Le 21 mars, à l’occasion des questions au gouvernement, la même députée qui dans son passé de journaliste pour le journal Présent a multiplié les tribunes contre l’IVG et l’homosexualité, avait ensuite interpellé directement la ministre de la Culture, Rima Abdul Malak : «Je vous demande si l’exposition de ce genre de tableau sera l’un des marqueurs de votre mandat, un glissement vers la démocratisation et l’acceptation de ce type d’œuvre ? Et si ce n’est pas le cas, je vous le demande solennellement, quand ce tableau va-t-il être décroché ?» Avant de faire remarquer que «si nous n’avions pas demandé l’interdiction des dessins de Bastien Vivès, il aurait été exposé cette année [en 2023, ndlr] au Festival de la BD d’Angoulême».
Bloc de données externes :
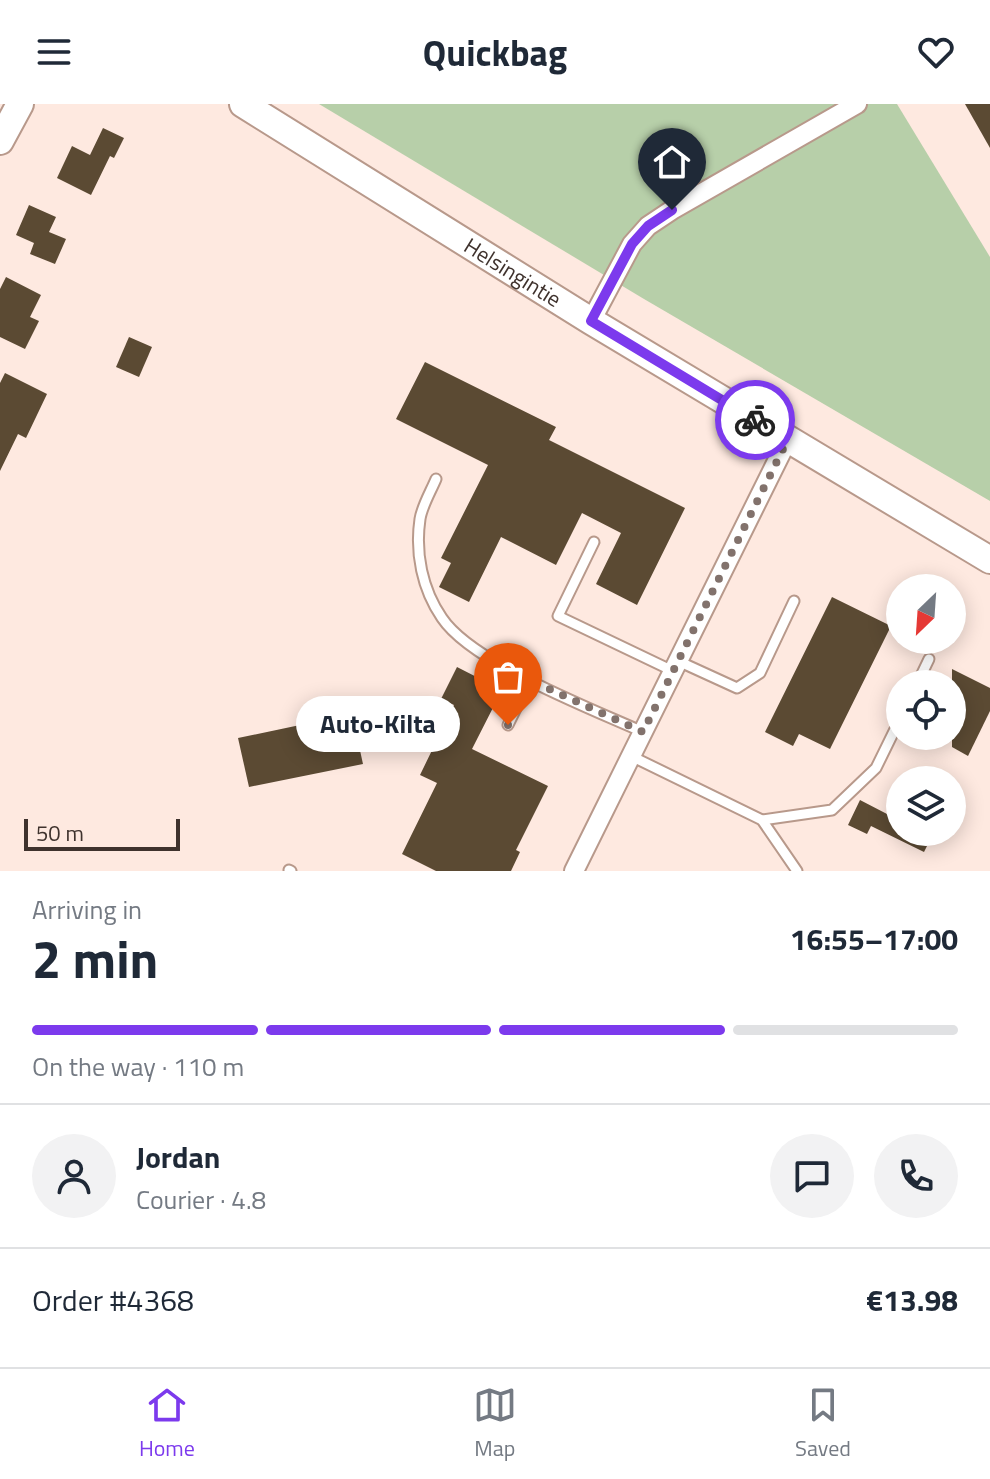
<!DOCTYPE html>
<meta charset="utf-8">
<style>
:root{--surface:#fff;--page:#f2f2f3;--text:#1f2937;--muted:#747a83;--line:#e0e1e3;--accent:#7c3aed}
body{margin:0;font-family:"Titillium Web",sans-serif;background:var(--page);color:var(--text);height:100vh;display:flex;flex-direction:column;font-size:30px;white-space:nowrap}
*{box-sizing:border-box;margin:0}
p{font-size:26px;color:var(--muted)}
.icon{flex:none;width:44px;height:44px;fill:none;stroke:currentColor;stroke-width:2;stroke-linecap:round;stroke-linejoin:round}
.map{position:relative;height:767px;overflow:hidden}
.sheet{display:flex;flex-direction:column;background:var(--surface);flex:1}
.sheet>*{flex:none}
.needle{width:52px;rotate:205deg}
.buttons{position:absolute;left:886px;top:470px;display:grid;gap:16px}
.buttons a{display:grid;place-items:center;width:80px;height:80px;border-radius:50%;background:var(--surface);box-shadow:0 4px 20px #0003;font-size:40px}
.scale{position:absolute;left:24px;bottom:20px;width:156px;box-sizing:border-box;padding-left:8px;border:4px solid #3f322d;border-top:0;font-size:22px;line-height:28px;white-space:nowrap;color:#3f322d;-webkit-text-stroke:6px #fee9e0;paint-order:stroke}
.pin{position:absolute;display:grid;place-items:center;width:68px;height:68px;color:#fff;margin:-82px -34px;border-radius:50% 50% 50% 0;rotate:-45deg;box-shadow:0 0 8px #0007}
.pin .icon{rotate:45deg}
.courier{position:absolute;display:grid;place-items:center;width:80px;height:80px;margin:-40px;border:6px solid #7c3aed;border-radius:50%;background:#fff;color:#222;box-shadow:0 2px 10px #0007}
.bubble{position:absolute;height:56px;border-radius:28px;background:var(--surface);box-shadow:0 4px 20px #0003;font-size:26px;font-weight:700;line-height:56px;text-align:center}
.head em{font-style:normal;font-weight:700}
.head div{display:flex;flex-direction:column-reverse}
.head{display:flex;align-items:center;justify-content:space-between;height:136px;padding:0 32px}
h1{font-size:52px;font-weight:700;line-height:60px}
.bar{display:grid;grid-template-columns:repeat(4,1fr);gap:12px 8px;align-content:center;height:96px;padding:0 32px}
.bar i{height:10px;border-radius:6px;background:var(--line)}
.bar .on{background:var(--accent)}
.bar p{grid-column:span 4}
.line{display:flex;align-items:center;gap:20px;padding:0 32px;border-top:2px solid var(--line)}
.line div{flex:1}
.round{display:grid;place-items:center;flex:none;width:84px;height:84px;border-radius:42px;background:var(--page)}
header{display:flex;justify-content:space-between;align-items:center;height:104px;padding:0 32px;background:var(--surface);font-size:36px;font-weight:700}
.tab-bar{display:flex;justify-content:space-around;align-items:center;height:112px;border-top:2px solid var(--line);background:var(--surface);font-size:22px;color:var(--muted)}
.tab-bar a{display:grid;justify-items:center;gap:4px}
.tab-bar .on{color:var(--accent)}
.map>svg:first-child{display:block}
</style>
<header><svg class="icon" aria-label="menu" viewBox="0 0 24 24"><path d="M4 6h16M4 12h16M4 18h16"/></svg>Quickbag<svg class="icon" aria-label="heart" viewBox="0 0 24 24"><path d="M12 20l-8-8c-3-5 5-10 8-4 3-6 11-1 8 4z"/></svg></header>
<div class="map">
<svg width="990" height="767" viewBox="0 0 990 767">
<rect width="100%" height="100%" fill="#fee9e0"/>
<path fill="#b7cfa9" d="M319 0H897L990 153V397L644 195Z"/>
<g fill="#5b4a33">
<path d="M965 0H990V44Z"/>
<path d="M103 24 124 34 114 54 110 52 91 91 57 74 72 42 90 51Z"/>
<path d="M29 101 56 113 49 128 66 135 55 160 30 150 34 139 16 131Z"/>
<path d="M6 173 41 191 30 213 39 217 25 245 0 233V185Z"/>
<path d="M129 233 152 243 139 273 116 263Z"/>
<path d="M425 258 556 323 549 336 685 404 637 501 596 480 621 429 582 409 556 461 501 433 469 498 439 483 451 459 441 454 488 361 396 315Z"/>
<path d="M5 269 47 290 26 334 18 330 0 367V279Z"/>
<path d="M832 493 891 522 830 645 799 630 793 642 765 628Z"/>
<path d="M457 563 502 586 472 645 548 682 516 746 520 748 511 767H436L402 750 437 679 420 671 454 601 441 595Z"/>
<path d="M952 565 990 584V607L968 652 952 643Z"/>
<path d="M352 610 363 660 249 683 238 634Z"/>
<path d="M900 683V728H934L924 748 871 722 867 730 848 721 860 696 887 710Z"/>
</g>
<g fill="none" stroke-linecap="round" stroke-linejoin="round">
<g stroke="#b8998b" stroke-width="13">
<g id="lane">
<path d="M436 375C431 387 422 402 420 415 415 449 422 485 442 514 472 559 592 605 643 628"/>
<path d="M594 438 558 512 673 567"/>
<path d="M678 557 737 584 760 569 794 497"/>
<path d="M917 580 929 555"/>
<path d="M508 621 530 576"/>
<path d="M631 652 762 716 797 767"/>
<path d="M762 716 832 706 876 664 900 615"/>
<path d="M289 766 291 767"/>
</g>
</g>
<g stroke="#b8998b" stroke-width="22">
<g id="street">
<path d="M591 217 632 140 648 122 672 106 857 0"/>
<path d="M574 767 788 335"/>
</g>
</g>
<g stroke="#b8998b" stroke-width="30">
<g id="secondary">
<path id="s1" d="M243 0 591 217 990 456"/>
<path d="M0 37 20 0"/>
</g>
</g>
<use href="#lane" stroke="#fff" stroke-width="9"/>
<use href="#street" stroke="#fff" stroke-width="18"/>
<use href="#secondary" stroke="#fff" stroke-width="26"/>
</g>
<g fill="none" stroke-linecap="round" stroke-linejoin="round">
<path stroke="#82726c" stroke-width="8" stroke-dasharray="0 14.4" d="M508 621 530 576 643 628 788 335 755 316"/>
<path stroke="#7c3aed" stroke-width="10" d="M672 106 648 122 632 140 591 217 755 316"/>
</g>
<g text-anchor="middle" dominant-baseline="central" stroke-width="8" stroke-linejoin="round" paint-order="stroke">
<g font-size="22" fill="#3f322d" stroke="#fee9e0">
<text stroke="none"><textPath href="#s1" startOffset="318">Helsingintie</textPath></text>
</g>
</g>
</svg>
<div class="buttons">
<a><svg class="needle" viewBox="-14 -14 28 28"><path d="M0-13l5 13h-10z" fill="#e53935"/><path d="M0 13l5-13h-10z" fill="#747a83"/></svg></a>
<a><svg class="icon" aria-label="locate" viewBox="0 0 24 24"><circle cx="12" cy="12" r="6"/><path d="M12 2v4M12 18v4M2 12h4M18 12h4"/></svg></a>
<a><svg class="icon" aria-label="layers" viewBox="0 0 24 24"><path d="M12 4l9 5-9 5-9-5zM3 14l9 5 9-5"/></svg></a>
</div>
<div class="scale">50 m</div>
<div class="pin" style="left:508px;top:621px;background:#ea580c"><svg class="icon" aria-label="bag" viewBox="0 0 24 24"><path d="M5 8h14l-1 12H6zM9 8a3 3 0 0 1 6 0"/></svg></div>
<div class="pin" style="left:672px;top:106px;background:#1f2937"><svg class="icon" aria-label="home" viewBox="0 0 24 24"><path d="M3 11l9-7 9 7M6 9v11h12V9"/></svg></div>
<div class="courier" style="left:755px;top:316px"><svg class="icon" aria-label="bike" viewBox="0 0 24 24"><circle cx="6" cy="16" r="4"/><circle cx="18" cy="16" r="4"/><path d="M6 16l4-8h5l3 8M10 8l3 8H6M13 5h3"/></svg></div>
<div class="bubble" style="left:296px;top:592px;width:164px">Auto-Kilta</div>
</div>
<section class="sheet">
<div class="head"><div><h1>2 min</h1><p>Arriving in</p></div><em>16:55–17:00</em></div>
<div class="bar"><i class="on"></i><i class="on"></i><i class="on"></i><i></i><p>On the way · 110 m</p></div>
<div class="line" style="height:144px"><a class="round"><svg class="icon" aria-label="person" viewBox="0 0 24 24"><circle cx="12" cy="8" r="4"/><path d="M4 21q1-7 8-7t8 7"/></svg></a><div><b>Jordan</b><p>Courier · 4.8</p></div><a class="round"><svg class="icon" aria-label="chat" viewBox="0 0 24 24"><path d="M4 5h16v11H9l-5 4z"/></svg></a><a class="round"><svg class="icon" aria-label="phone" viewBox="0 0 24 24"><path d="M5 4h4l2 5-3 2q2 4 5 5l2-3 5 2v4C11 20 4 13 5 4z"/></svg></a></div>
<div class="line" style="height:104px"><div>Order #4368</div><b>€13.98</b></div>
</section>
<nav class="tab-bar">
<a class="on"><svg class="icon" aria-label="home" viewBox="0 0 24 24"><path d="M3 11l9-7 9 7M6 9v11h12V9"/></svg>Home</a>
<a><svg class="icon" aria-label="map" viewBox="0 0 24 24"><path d="M3 6l6-2 6 2 6-2v14l-6 2-6-2-6 2zM9 4v14M15 6v14"/></svg>Map</a>
<a><svg class="icon" aria-label="saved" viewBox="0 0 24 24"><path d="M7 4h10v16l-5-4-5 4z"/></svg>Saved</a>
</nav>
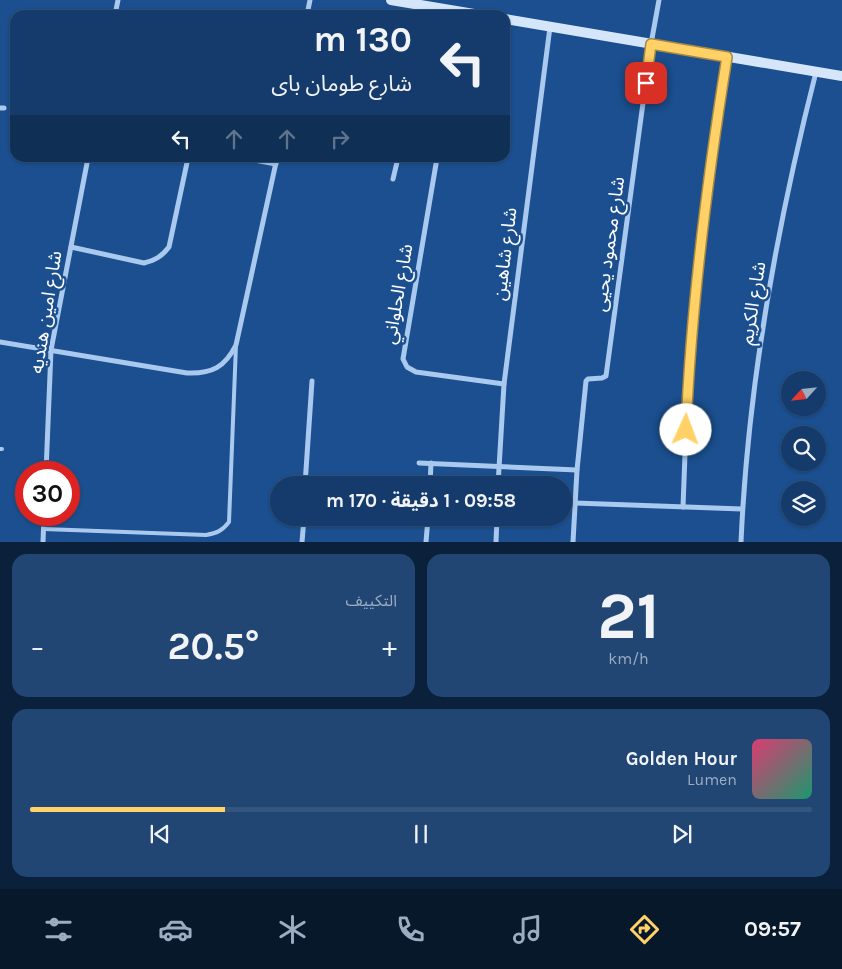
<!DOCTYPE html>
<html lang="ar">
<meta charset="utf-8">
<style>
:root{--surface:#143b6b;--page:#214673;--text:#f1f3f6;--muted:#9dadc1;--line:#33557e;--accent:#ffd166}
body{margin:0;font-family:Karla,"Noto Sans Arabic",sans-serif;background:var(--page);color:var(--text);direction:rtl;height:100vh;display:flex;flex-direction:column;font-size:19px;white-space:nowrap}
*{box-sizing:border-box;margin:0}
p{font-size:16px;color:var(--muted)}
.icon{flex:none;width:28px;height:28px;fill:none;stroke:currentColor;stroke-width:2;stroke-linecap:round;stroke-linejoin:round}
.map{position:relative;height:542px;overflow:hidden;direction:ltr}
.panel{display:flex;flex-direction:column;gap:12px;padding:12px;background:#0b203b;flex:1}
.panel>*{flex:none}
.top-card{position:absolute;left:10px;top:10px;width:500px;height:152px;border-radius:15px;box-shadow:0 1px 4px #0004,0 0 0 1px var(--line);direction:rtl;background:#143b6b;color:var(--text);overflow:hidden}
.needle{width:32px;rotate:243deg}
.controls{position:absolute;left:781px;top:371px;display:grid;gap:10px}
.controls a{display:grid;place-items:center;width:45px;height:45px;border-radius:50%;background:var(--surface);box-shadow:0 1px 4px #0004,0 0 0 1px var(--line);font-size:25px}
.speed{position:absolute;left:15px;top:461px;display:flex;gap:10px;font-size:25px;font-weight:700;text-align:center}
.speed>*{display:grid;place-content:center;width:65px;height:65px;border-radius:50%;background:var(--surface);box-shadow:0 1px 4px #0004,0 0 0 1px var(--line);line-height:1}
.speed .limit{border:8px solid #d22;background:#fff;color:#111}
.pin{position:absolute;display:grid;place-items:center;width:42px;height:42px;color:#fff;margin:-21px;border-radius:10px;box-shadow:0 2px 8px #0006}
.me{position:absolute;width:55px;margin:-28px;rotate:2deg;stroke-linejoin:round;filter:drop-shadow(0 0 4px #0008)}
.turn{display:flex;align-items:center;gap:18px;height:105px;padding:0 15px;font-size:22px}
.turn .icon{width:65px;height:65px;stroke-width:2.5}
.turn b{display:block;font-size:35px;line-height:42px}
.lanes{display:flex;align-items:center;height:48px;padding:0 15px;background:#0003;justify-content:center;gap:25px;direction:ltr}
.lanes .off{opacity:.35}
.big{font-size:38px;font-weight:700;line-height:1.1}
.panel .card{flex:1;display:flex;flex-direction:column;justify-content:center;gap:8px;min-width:0;padding:0 18px;border-radius:15px;background:var(--page)}
.panel .dial{align-items:center;gap:0}
.dial b{font-size:65px;line-height:1}
.song{display:flex;align-items:center;gap:15px}
.cover{width:60px;height:60px;border-radius:8px;background:linear-gradient(135deg,hsl(340 70% 55%),hsl(160 70% 35%))}
.played{height:5px;border-radius:2px;background:linear-gradient(90deg,var(--accent) 25%,var(--line) 25%)}
.keys{display:flex;justify-content:space-around;direction:ltr}
.heat{display:flex;justify-content:space-between;align-items:center;font-size:28px;direction:ltr}
.panel .tiles{flex:1;display:grid;gap:12px;grid-template-columns:1fr 1fr}
.card:last-child{grid-column:span 2}
.trip{position:absolute;left:270px;top:476px;width:302px;height:50px;border-radius:25px;background:var(--surface);box-shadow:0 1px 4px #0004,0 0 0 1px var(--line);font-weight:700;line-height:50px;text-align:center;direction:rtl}
.menu{display:flex;height:80px;justify-content:space-around;align-items:center;background:#08182b;color:var(--muted)}
.menu .icon{width:35px;height:35px}
.menu .active{color:var(--accent)}
.menu b{font-size:22px;color:var(--text)}
.map>svg:first-child{display:block}
.lines{fill:none;stroke-linecap:round;stroke-linejoin:round}
.lane{stroke:#a9c9ee;stroke-width:4}
.street{stroke:#a9c9ee;stroke-width:5}
.secondary{stroke:#d6e6fa;stroke-width:10}
.route-casing{stroke:#a68842;stroke-width:12}
.route{stroke:#ffd166;stroke-width:9}
.labels{text-anchor:middle;dominant-baseline:central;stroke-width:5;stroke-linejoin:round;paint-order:stroke}
.street-label{font-size:19px;fill:#fff;stroke:#1b4f8f}
</style>
<div class="map">
<svg width="842" height="542" viewBox="0 0 842 542">
<rect width="100%" height="100%" fill="#1b4f8f"/>
<g class="lines">
<!-- lane -->
<g class="lane">
<polyline points="0,449 2,449"/>
<path d="M44,529L206,535C217,533 222,531 229,522L236,345"/>
</g>
<!-- street -->
<g class="street">
<polyline points="115,15 118,0"/>
<polyline points="307,15 310,0"/>
<polyline points="424,15 426,6"/>
<polyline points="0,108 4,108"/>
<polyline points="243,158 276,164"/>
<polyline points="437,158 403,359 407,367 416,372 504,384"/>
<polyline points="393,179 398,158"/>
<path d="M71,247L144,263C156,260 162,256 169,247L188,158"/>
<path d="M0,342L187,373C212,374 225,367 236,345L277,158"/>
<polyline points="419,463 577,470"/>
<polyline points="46,472 51,350 88,158"/>
<polyline points="305,485 312,381"/>
<polyline points="430,485 431,463"/>
<polyline points="498,485 504,384 550,27"/>
<polyline points="575,503 742,509"/>
<path d="M683,507C686,431 688,355 696,279C703,205 715,131 727,57"/>
<polyline points="43,542 44,515"/>
<polyline points="302,542 304,518"/>
<polyline points="426,542 428,518"/>
<polyline points="496,542 497,518"/>
<polyline points="573,542 577,470 586,381 588,379 602,378 606,376 651,44 659,0"/>
<path d="M741,542C748,383 777,225 816,72"/>
</g>
<!-- secondary -->
<g class="secondary">
<polyline points="391,0 480,15"/>
<polyline points="505,19 842,76"/>
</g>
</g>
<g class="lines">
<defs>
<path id="route" d="M646,83L651,44L727,57C707,181 691,304 686,430"/>
</defs>
<!-- route casing -->
<use href="#route" class="route-casing"/>
<!-- route -->
<use href="#route" class="route"/>
</g>
<g class="labels">
<!-- street labels -->
<g class="street-label">
<text transform="translate(609 244) rotate(-82)">شارع محمود يحيى</text>
<text transform="translate(505 254) rotate(-83)">شارع شاهين</text>
<text transform="translate(398 294) rotate(-80)">شارع الحلواني</text>
<text transform="translate(753 303) rotate(-81)">شارع الكريم</text>
<text transform="translate(46 312) rotate(-81)">شارع امين هنديه</text>
</g>
</g>
</svg>
<div class="controls">
<a><svg class="needle" viewBox="-14 -14 28 28"><path d="M0-13l5 13h-10z" fill="#e53935"/><path d="M0 13l5-13h-10z" fill="#9dadc1"/></svg></a>
<a><svg class="icon" aria-label="search" viewBox="0 0 24 24"><circle cx="10" cy="10" r="6"/><path d="M15 15l6 6"/></svg></a>
<a><svg class="icon" aria-label="layers" viewBox="0 0 24 24"><path d="M12 4l9 5-9 5-9-5zM3 14l9 5 9-5"/></svg></a>
</div>
<div class="speed"><div class="limit">30</div></div>
<div class="pin" style="left:646px;top:83px;background:#d93025"><svg class="icon" aria-label="arrive" viewBox="0 0 24 24"><path d="M6 21V4h12l-3 4 3 4H6"/></svg></div>
<svg class="me" style="left:686px;top:430px" viewBox="-20 -20 40 40"><circle r="19" fill="#fff"/><path d="M0-13L10 11 0 6-10 11z" fill="#ffd166"/></svg>
<div class="trip">09:58 · 1 دقيقة · 170 m</div>
<div class="top-card">
<div class="turn"><svg class="icon" aria-label="left" viewBox="0 0 24 24"><path d="M17 20v-9H6M10 6l-5 5 5 5"/></svg><div><b>130 m</b>شارع طومان باى</div></div>
<div class="lanes"><svg class="icon" aria-label="left" viewBox="0 0 24 24"><path d="M17 20v-9H6M10 6l-5 5 5 5"/></svg><svg class="icon off" aria-label="ahead" viewBox="0 0 24 24"><path d="M12 20V5M6 11l6-6 6 6"/></svg><svg class="icon off" aria-label="ahead" viewBox="0 0 24 24"><path d="M12 20V5M6 11l6-6 6 6"/></svg><svg class="icon off" aria-label="right" viewBox="0 0 24 24"><path d="M7 20v-9h11M14 6l5 5-5 5"/></svg></div>
</div>
</div>
<section class="panel">
<div class="tiles">
<div class="card dial"><b>21</b><p>km/h</p></div>
<div class="card"><p>التكييف</p>
<div class="heat"><a>−</a><b class="big">20.5°</b><a>+</a></div>
</div>
<div class="card">
<div class="song"><i class="cover"></i><div><b>Golden Hour</b><p>Lumen</p></div></div>
<div class="played"></div>
<div class="keys"><svg class="icon" aria-label="previous" viewBox="0 0 24 24"><path d="M18 5L8 12l10 7zM5 5v14"/></svg><svg class="icon" aria-label="pause" viewBox="0 0 24 24"><path d="M8 5v14M16 5v14"/></svg><svg class="icon" aria-label="next" viewBox="0 0 24 24"><path d="M6 5l10 7-10 7zM19 5v14"/></svg></div>
</div>
</div>
</section>
<nav class="menu">
<b>09:57</b>
<svg class="icon active" aria-label="directions" viewBox="0 0 24 24"><path d="M12 3l9 9-9 9-9-9zM9 14v-3h6M13 9l2 2-2 2"/></svg>
<svg class="icon" aria-label="music" viewBox="0 0 24 24"><path d="M9 18V5l10-2v13"/><circle cx="6" cy="18" r="3"/><circle cx="16" cy="16" r="3"/></svg>
<svg class="icon" aria-label="phone" viewBox="0 0 24 24"><path d="M5 4h4l2 5-3 2q2 4 5 5l2-3 5 2v4C11 20 4 13 5 4z"/></svg>
<svg class="icon" aria-label="climate" viewBox="0 0 24 24"><path d="M12 3v18M4 7l16 10M4 17L20 7"/></svg>
<svg class="icon" aria-label="car" viewBox="0 0 24 24"><path d="M5 17H2v-5l4-1 3-4h7l3 4 3 1v5h-3M9 17h6M6 11h13"/><circle cx="7" cy="17" r="2"/><circle cx="17" cy="17" r="2"/></svg>
<svg class="icon" aria-label="filters" viewBox="0 0 24 24"><path d="M4 7h16M4 17h16"/><circle cx="9" cy="7" r="2"/><circle cx="15" cy="17" r="2"/></svg>
</nav>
«Ne mélangeons pas tout», avait répondu la ministre de la Culture. «Vous êtes allée faire votre coup de com et votre vidéo, mais est-ce que vous avez vu l’ensemble de l’exposition ? […] L’interprétation de l’artiste est diamétralement opposée à la vôtre. Miriam Cahn documente et dénonce depuis quarante ans les horreurs de la guerre.» Dans la foulée, quatre associations de protection de l’enfance avaient déposé une requête auprès d’une juge des référés, puis devant le Conseil d’Etat, toutes deux déboutées.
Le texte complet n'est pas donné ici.